No it's a question I found in a past trial paper, they ask you to find the inverse function and sketch them both.
I can't remember which trial paper it was from, but that was definetly it.

So is there a logical way of doing this question, or is it meant to be an extremely difficult question?
Sorry I'm not following your methods involving tangents and the gradient.

 

[who_loves_maths]

Originally Posted by rsingh
No it's a question I found in a past trial paper, they ask you to find the inverse function and sketch them both.
I can't remember which trial paper it was from, but that was definetly it.

So is there a logical way of doing this question, or is it meant to be an extremely difficult question?

you don't need to find the inverse function in order to draw a sketch of its graph - you just reflect the original function in y=x.

however, if the question indeed asked you to find the inverse function, then i'd say that the question is vastly misguided - since the mathematics required to do this does not appear until second year maths at university...

so in reply to your "So is there a logical way of doing this question, or is it meant to be an extremely difficult question?" - Yes, there is (always) a logical way, and Yes it is extremely difficult at this stage.

 

[rsingh]

Well, thanks for your assistance guys. And you're right, the question only asks to sketch the graph. Sorry, I thought you needed to find the equation of the inverse to do it.

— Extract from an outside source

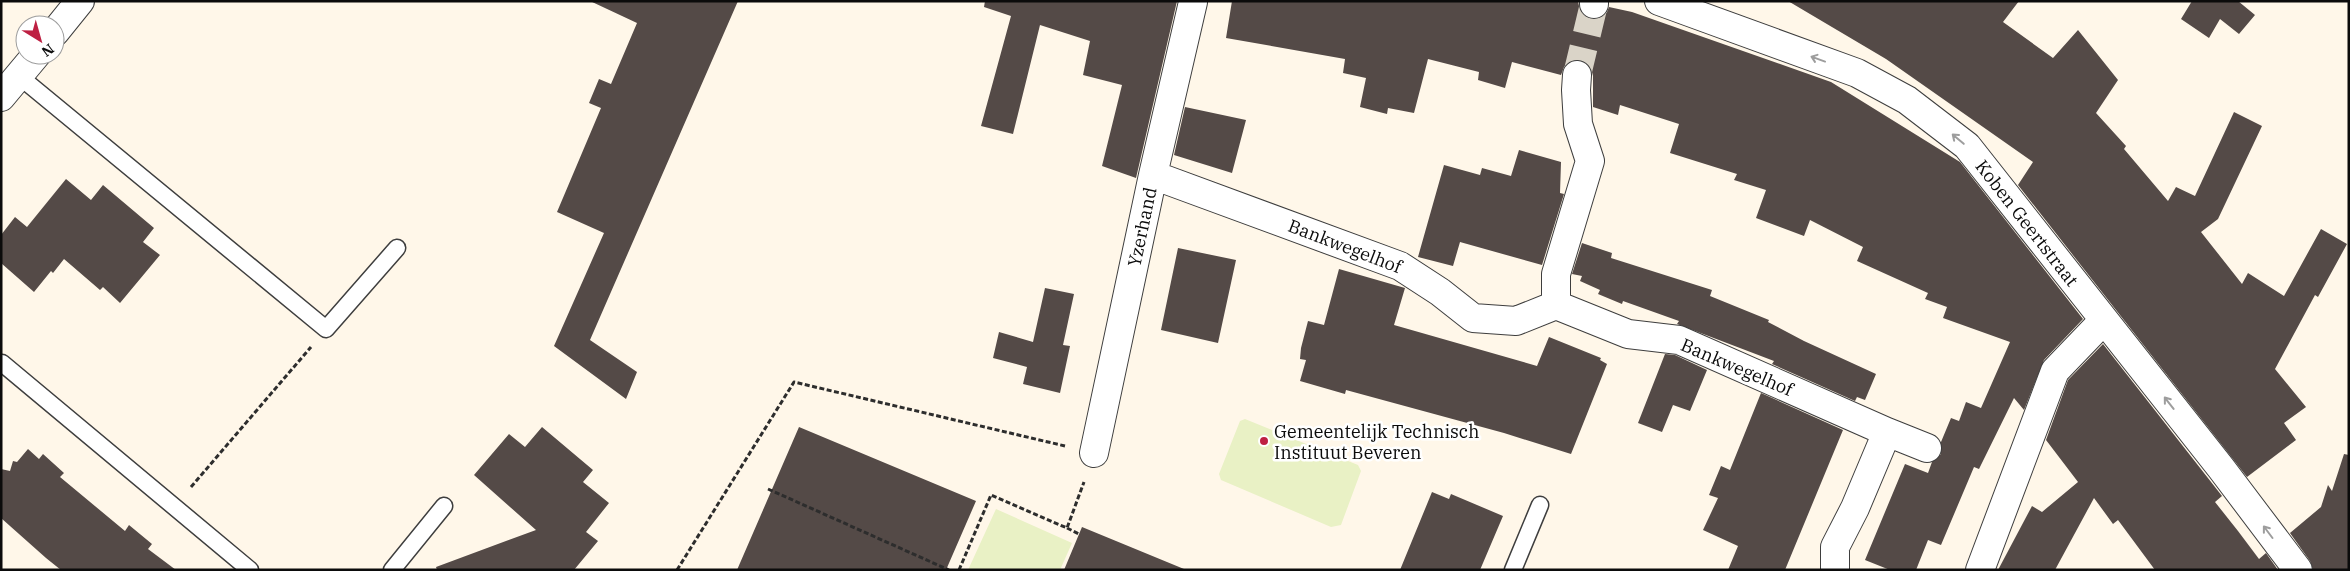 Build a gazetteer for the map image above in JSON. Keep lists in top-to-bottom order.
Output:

So with which inverse fn graphs can we just reflect it in y=x? All inverse functions, or just with exponential and logs?

 

[shafqat]

All. Tis the definition.

 

[rsingh]

Oh, thanks for that. I didn't know that was the definition.
But we just started the topic - its our last.

Thanks for your help!

 

[Slidey]

Just a note:

The inverse function can in fact be expressed as x=y-1/e^y. While you haven't isolated y=f(x), it would be better than nothing in an exam, as it DOES define the inverse function you are looking for.

 

[who_loves_maths]

^ good point. if a question simpy says "find the inverse function" then you'll get marks for just leaving it like that.